Syria appears to be seeking a Libya-style truce with its erstwhile Western enemies (without the reparations), yet it still has not resolved longstanding disagreements with its neighbors—Lebanon, Israel, and Iraq chief among them. Having spent the past week bouncing around Syria, I can say the country appears eager for more outside investment, tourist dollars, and cultural exchanges. Damascus is looking more like Beirut by the day, in terms of escalating prices and fashionable boutiques and nightclubs opening up. Most of the foreigners I’ve met are impressionable young Westerners eager to learn Arabic, not deep-pocketed foreign investors. Damascus is not yet Dubai. Even the lobby of the Four Seasons hotel looked gloomily empty on a recent Friday afternoon, perhaps owing to Ramadan.

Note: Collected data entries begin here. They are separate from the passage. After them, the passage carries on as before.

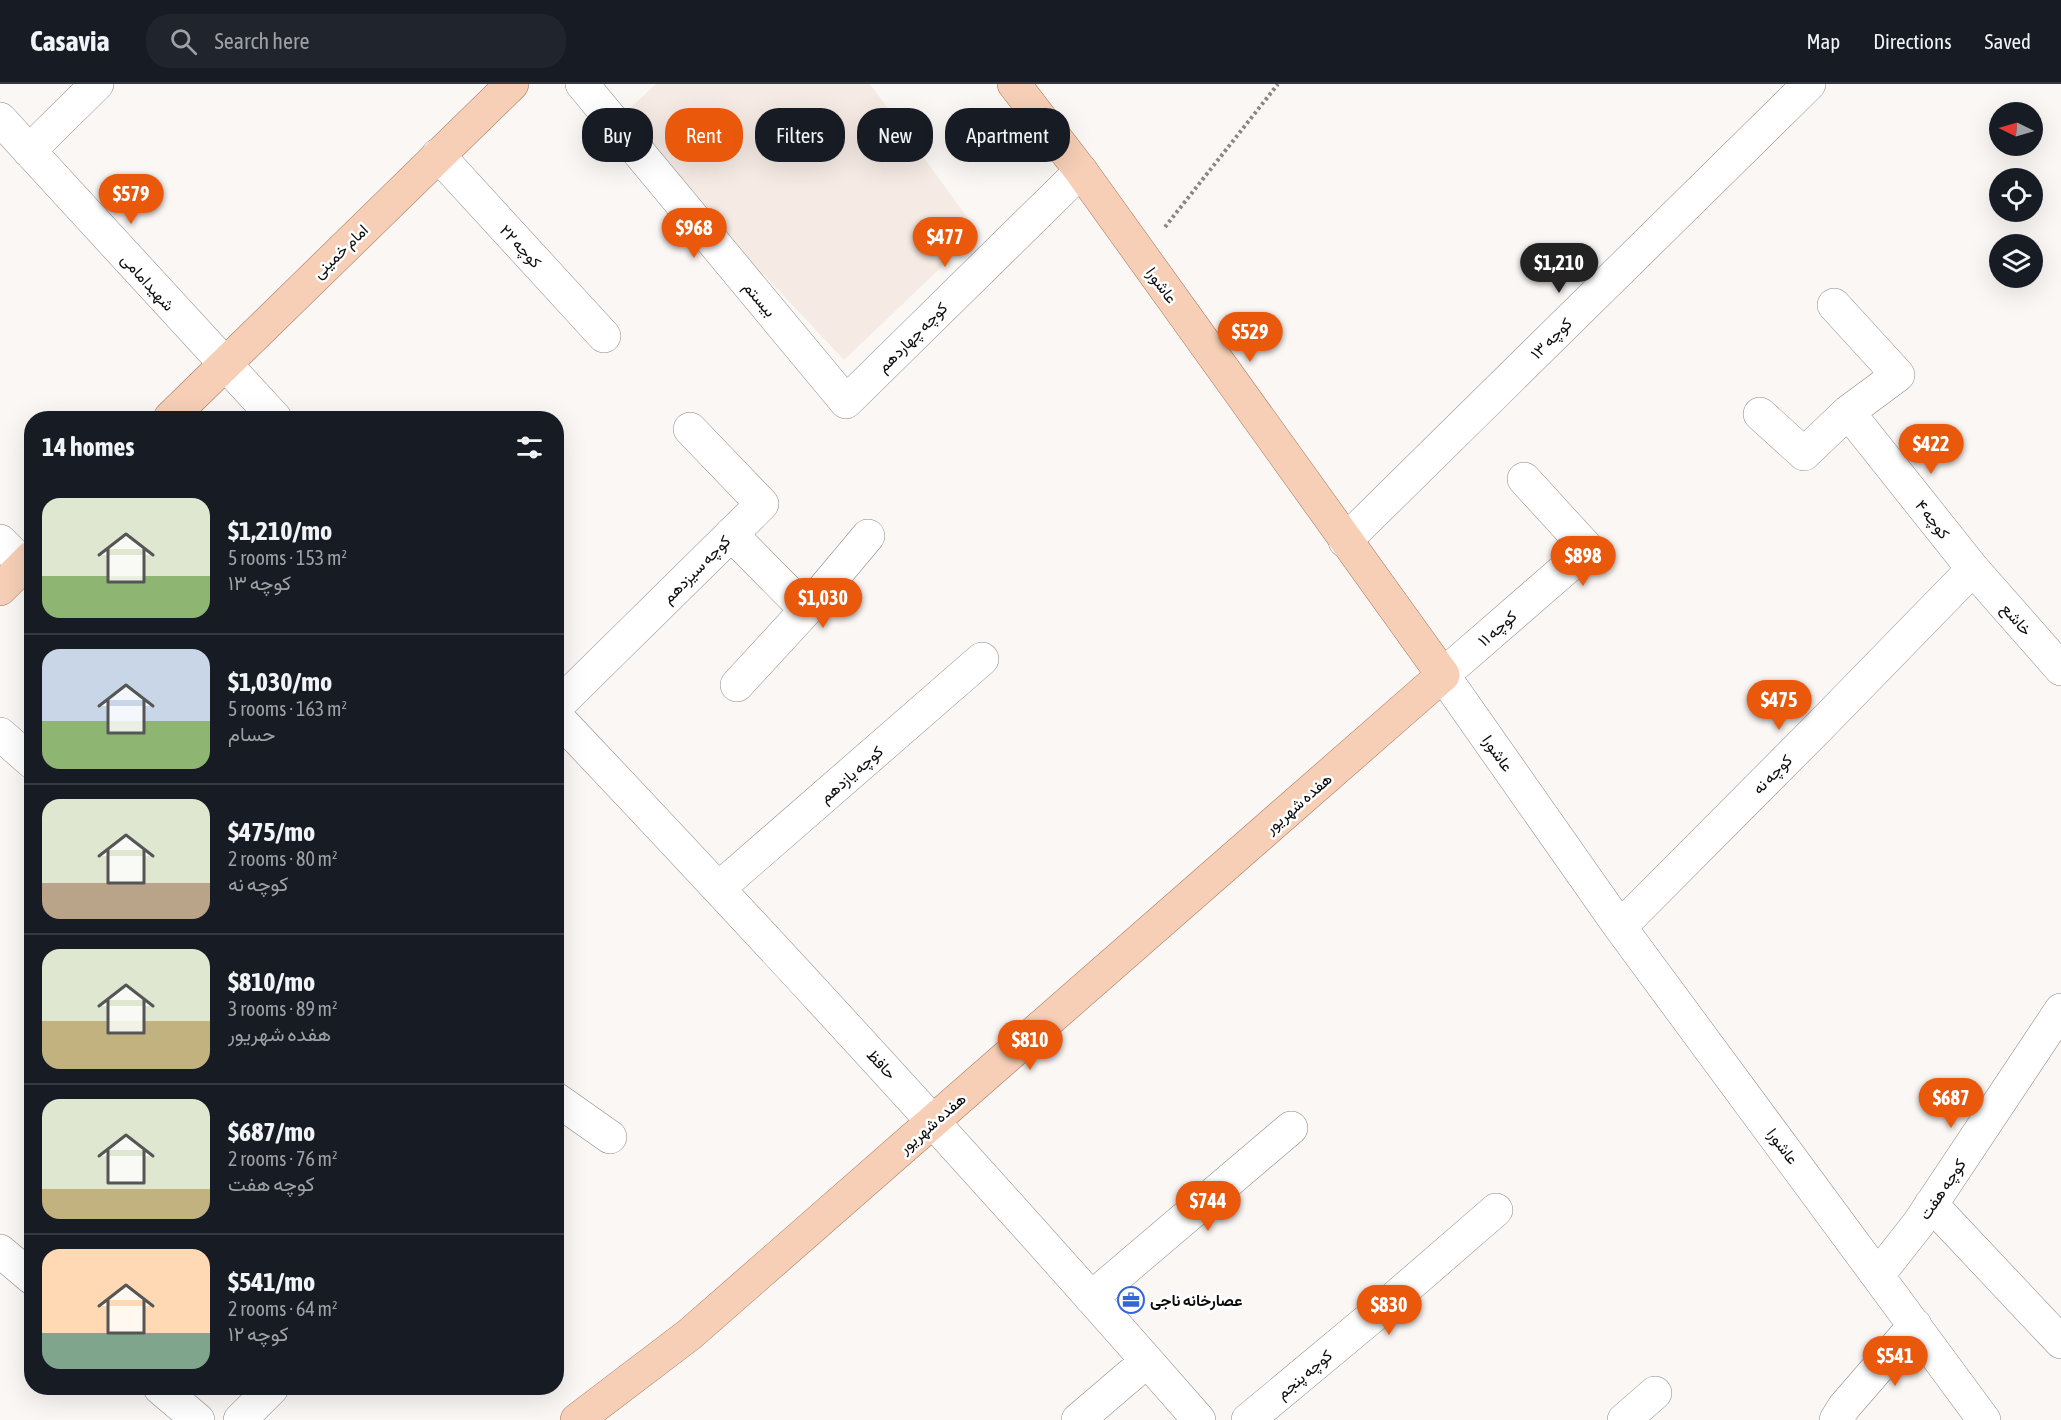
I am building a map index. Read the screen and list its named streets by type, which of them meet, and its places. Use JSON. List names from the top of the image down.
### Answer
{
  "streets": {
    "main road": ["امام خمینی", "عاشورا", "هفده شهریور"],
    "street": [
      "کوچه ۲۲",
      "شهیدامامی",
      "بیستم",
      "کوچه چهاردهم",
      "کوچه ۱۳",
      "کوچه ۴",
      "کوچه سیزدهم",
      "خاشع",
      "کوچه ۱۱",
      "کوچه یازدهم",
      "کوچه نه",
      "حافظ",
      "کوچه هفت",
      "کوچه پنجم"
    ]
  },
  "crossings": [
    ["کوچه ۲۲", "امام خمینی"],
    ["امام خمینی", "شهیدامامی"],
    ["عاشورا", "کوچه چهاردهم"],
    ["عاشورا", "کوچه ۱۳"],
    ["عاشورا", "کوچه ۱۱"],
    ["عاشورا", "کوچه نه"],
    ["عاشورا", "هفده شهریور"],
    ["عاشورا", "کوچه هفت"],
    ["بیستم", "کوچه چهاردهم"],
    ["کوچه ۴", "خاشع"],
    ["کوچه ۴", "کوچه نه"],
    ["خاشع", "کوچه نه"],
    ["کوچه ۱۱", "هفده شهریور"],
    ["کوچه یازدهم", "حافظ"],
    ["هفده شهریور", "حافظ"]
  ],
  "places": {
    "office": ["عصارخانه ناجی"]
  },
  "north": "left",
  "page": {
    "header": "Casavia",
    "search": "Search here",
    "nav": ["Map", "Directions", "Saved"],
    "chip": [
      "Buy",
      "Rent",
      "Filters",
      "New",
      "Apartment"
    ],
    "price": [
      "$579",
      "$968",
      "$477",
      "$1,210",
      "$529",
      "$422",
      "$898",
      "$1,030",
      "$475",
      "$810",
      "$687",
      "$744",
      "$830",
      "$541"
    ],
    "heading": "14 homes",
    "list": [
      {
        "name": "$1,210/mo",
        "note": "5 rooms · 153 m² · کوچه ۱۳"
      },
      {
        "name": "$1,030/mo",
        "note": "5 rooms · 163 m² · حسام"
      },
      {
        "name": "$475/mo",
        "note": "2 rooms · 80 m² · کوچه نه"
      },
      {
        "name": "$810/mo",
        "note": "3 rooms · 89 m² · هفده شهریور"
      },
      {
        "name": "$687/mo",
        "note": "2 rooms · 76 m² · کوچه هفت"
      },
      {
        "name": "$541/mo",
        "note": "2 rooms · 64 m² · کوچه ۱۲"
      }
    ]
  }
}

But I can’t help agree with the Iraqis that Syria is not doing enough to clamp down on terrorists within their midst. The road between Damascus and Baghdad is a bumpy one. I know, I just got lost there driving back from Palmyra. I bombed through a police security checkpoint by car (accidentally, of course) not far from the Iraq border, and the guard barely lifted a finger. Iraq accuses Syrian border guards of acting in a similar fashion (for what it’s worth, I never passed a single Syrian border agent without a wad of cash exchanging hands illegally between him and my driver). Syria needs to win back the trust of both its neighbors and the West. It is impossible for Washington to repair relations with Damascus until Syria clears its sullied name in the region first.